Gunn: "Eatin' ,trash and watchin' my buddies get picked off one by one? Yeah, that was the life."

Because of the mind wipe, Gunn is much closer to that life than we realized. The last time we heard mention of his old life was "That Old Gang of Mine" (Ok, there was the episode with the soul for a truck, but that's mostly in flashback right?)

Next, Angel lying to himself. "Not bad for a day's pay." He'll do this throughout the episode.

Spike: A reminder to the audience that he can't touch anything, but we also are told outright what was only implied before. He can't smell or taste either. (And later he says he can't drink or smoke as well) So he can see and hear with no problem. Likely because without those senses, someone like Spike wouldn't realize that he exists. But we know that if he tries hard enough he can touch things. How about the other things? If he concentrates enough, could he tap into his vamp senses? I have a feeling that he might, but I'll get to that later.
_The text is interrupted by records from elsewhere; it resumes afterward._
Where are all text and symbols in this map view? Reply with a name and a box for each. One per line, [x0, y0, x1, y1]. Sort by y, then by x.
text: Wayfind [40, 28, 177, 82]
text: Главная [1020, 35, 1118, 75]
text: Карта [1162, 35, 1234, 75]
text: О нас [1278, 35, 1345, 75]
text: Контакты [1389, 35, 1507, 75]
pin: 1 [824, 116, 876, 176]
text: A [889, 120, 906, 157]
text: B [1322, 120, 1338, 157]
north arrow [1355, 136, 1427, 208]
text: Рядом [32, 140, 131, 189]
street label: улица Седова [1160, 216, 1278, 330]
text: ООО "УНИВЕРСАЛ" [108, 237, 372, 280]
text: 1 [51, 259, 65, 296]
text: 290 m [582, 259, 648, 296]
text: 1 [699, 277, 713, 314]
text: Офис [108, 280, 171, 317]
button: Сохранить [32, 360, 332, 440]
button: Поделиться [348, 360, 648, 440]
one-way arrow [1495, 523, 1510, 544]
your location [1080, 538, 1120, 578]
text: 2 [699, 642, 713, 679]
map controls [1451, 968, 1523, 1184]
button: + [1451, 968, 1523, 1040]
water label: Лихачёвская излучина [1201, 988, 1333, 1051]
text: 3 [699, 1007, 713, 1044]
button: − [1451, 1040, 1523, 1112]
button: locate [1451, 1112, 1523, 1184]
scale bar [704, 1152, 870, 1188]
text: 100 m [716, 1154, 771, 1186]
Soon #5 throws Angel through a window, but I'll get to that later as well

Opening credits

We have the pretty basic setup. Wes finds a pattern of bodies. The writing seems a little weak with Spike. The camera angle sort of annoyed me and Spike's lines were kind of forced. Maybe the writer (Jeffery Bell) isn't sure how to write the banter or maybe he had a dry spot here. Anyway, other than that, the editors did make an awesome transition sequence. Especially with the rattlers.
We follow this with more plot development. Nothing real special here. The only notable thing was Wesley's gun use. "Do they ever work?" - Skip

Next is a short scene with Gunn and Fred. Hmm, no tension at all between former lovers? Seems fishy to me. Like some nut who has given up all his hope went and wiped there memory of the whole thing. Oh, wait...

Let's skip the Spike and Fred dialogue.

Angel lies to himself again. "Cause that's what we do."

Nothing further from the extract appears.